Cross purposes: The press is cynically conspiring with Priti Patel to turn the Liverpool bombing into an attack on all asylum seekers...
The opportunism is obvious; the cruelty is inevitable.
In the three days since Emad Al Swealmeen was killed in an explosion when his homemade bomb went off/was detonated outside Liverpool Women’s Hospital, the newspapers have moved swiftly to come to conclusions and a settled story even as the facts complicate their usual pattern in cases like this.
Discovering that Al Swealmeen had converted to Christianity confused hacks ready to write a simple off-the-shelf “a bad Muslim did it” narrative and the insistence by investigators that they have still not found evidence of an “ideological or political motive” for his actions has added further wrinkles to their reporting.
Luckily, former freelance foreign policy purveyor, known bully with an excuse note from the Prime Minister, and Home Secretary, Priti Patel, is on hand to help journalists to simplify the story and exploit an extreme (and still unexplained) event to launch a renewed attack on asylum seekers.
A one-two punch of whispers from Home Office “sources” and an on-the-record statement from Priti Patel to hacks on a flight to the US makes many of the front pages today, including The Daily Mail, The Daily Telegraph, The Sun, and The Times. Patel is quoted in the reports saying:
The case in Liverpool was a complete reflection of how dysfunctional, how broken, the system has been in the past, and why I want to bring changes forward. It’s a complete merry-go-round and it’s been exploited by a whole professional legal services industry which has based itself on rights of appeal, going to the courts day in day out on legal aid at the expense of tax payers.

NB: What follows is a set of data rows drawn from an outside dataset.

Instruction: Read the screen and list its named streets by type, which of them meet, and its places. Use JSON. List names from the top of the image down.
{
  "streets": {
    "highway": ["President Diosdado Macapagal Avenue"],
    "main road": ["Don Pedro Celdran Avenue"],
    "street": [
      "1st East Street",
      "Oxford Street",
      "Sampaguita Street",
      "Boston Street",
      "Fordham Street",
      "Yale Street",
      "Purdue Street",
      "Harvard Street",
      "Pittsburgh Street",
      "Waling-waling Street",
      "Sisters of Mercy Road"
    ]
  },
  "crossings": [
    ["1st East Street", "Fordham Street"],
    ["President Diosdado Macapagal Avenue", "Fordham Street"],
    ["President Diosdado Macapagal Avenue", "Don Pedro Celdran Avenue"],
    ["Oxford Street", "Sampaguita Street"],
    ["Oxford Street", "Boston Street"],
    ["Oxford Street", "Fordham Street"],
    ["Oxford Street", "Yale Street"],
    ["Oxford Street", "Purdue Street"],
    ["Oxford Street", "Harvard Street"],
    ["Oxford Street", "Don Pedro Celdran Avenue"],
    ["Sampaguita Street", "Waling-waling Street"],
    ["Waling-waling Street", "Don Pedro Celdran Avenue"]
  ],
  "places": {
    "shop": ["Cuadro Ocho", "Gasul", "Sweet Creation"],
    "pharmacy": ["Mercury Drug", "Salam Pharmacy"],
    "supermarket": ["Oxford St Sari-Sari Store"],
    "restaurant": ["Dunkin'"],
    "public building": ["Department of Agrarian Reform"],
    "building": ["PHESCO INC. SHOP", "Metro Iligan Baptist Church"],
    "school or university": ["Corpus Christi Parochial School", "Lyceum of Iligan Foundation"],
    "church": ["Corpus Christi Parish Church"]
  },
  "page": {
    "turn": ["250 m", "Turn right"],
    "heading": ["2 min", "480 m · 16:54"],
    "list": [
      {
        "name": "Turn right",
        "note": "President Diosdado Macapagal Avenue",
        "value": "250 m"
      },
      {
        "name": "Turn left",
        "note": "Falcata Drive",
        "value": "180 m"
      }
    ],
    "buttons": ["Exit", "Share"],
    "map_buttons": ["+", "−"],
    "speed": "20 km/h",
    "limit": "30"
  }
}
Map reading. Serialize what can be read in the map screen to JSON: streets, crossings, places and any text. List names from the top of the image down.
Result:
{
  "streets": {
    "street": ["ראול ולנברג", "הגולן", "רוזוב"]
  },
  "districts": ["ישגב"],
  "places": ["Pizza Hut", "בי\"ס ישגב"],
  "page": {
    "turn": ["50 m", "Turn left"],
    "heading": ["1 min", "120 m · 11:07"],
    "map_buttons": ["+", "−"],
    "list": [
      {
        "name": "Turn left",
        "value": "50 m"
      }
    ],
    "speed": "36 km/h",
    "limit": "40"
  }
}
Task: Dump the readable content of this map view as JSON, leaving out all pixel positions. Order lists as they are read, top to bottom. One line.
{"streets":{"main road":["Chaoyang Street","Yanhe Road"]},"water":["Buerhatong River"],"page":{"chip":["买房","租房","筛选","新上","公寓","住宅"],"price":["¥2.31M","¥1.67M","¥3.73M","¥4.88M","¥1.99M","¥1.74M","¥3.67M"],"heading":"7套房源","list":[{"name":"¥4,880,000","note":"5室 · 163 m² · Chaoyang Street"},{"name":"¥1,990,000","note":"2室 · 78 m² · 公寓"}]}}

The Times, in a “the lady doth protest too much” touch, is at pains to say that Patel made that statement “separately” to the grumbles and whispers being pushed out by Home Office sources. Do not look at the woman behind the curtain and certainly don’t think she’s telling officials to say:
[Al Swealmeen] attempted to use his conversion to Christianity in the asylum process, which was typical of the way Iranians and Iraqis in particular had attempted to ‘game the system’.
Meanwhile back in The Daily Mail, an unnamed former minister says:
The case [strengthens] the government’s argument for tearing up the Human Rights Act to make it easier to deport failed asylum seekers.
Couple that with the Mail’s front page, which links Al Swealmeen to people crossing the Channel in small boats (“In France hundreds more risk lives to cross the channel…”) and it’s apparent that the right-wing press is in lockstep with Patel in exploiting the events in Liverpool even while the details remain unclear.
Despite reports yesterday — including on on the front page of The Times — that said Al Swealmeen used “TATP explosive known as a ‘Mother of Satan’ because of its propensity to blow up accidentally… [which] has been favoured by Isis over the past decade”, police sources now say he didn’t. But that detail is buried on page 6 of The Daily Mail and does not feature at all in The Times’ reporting.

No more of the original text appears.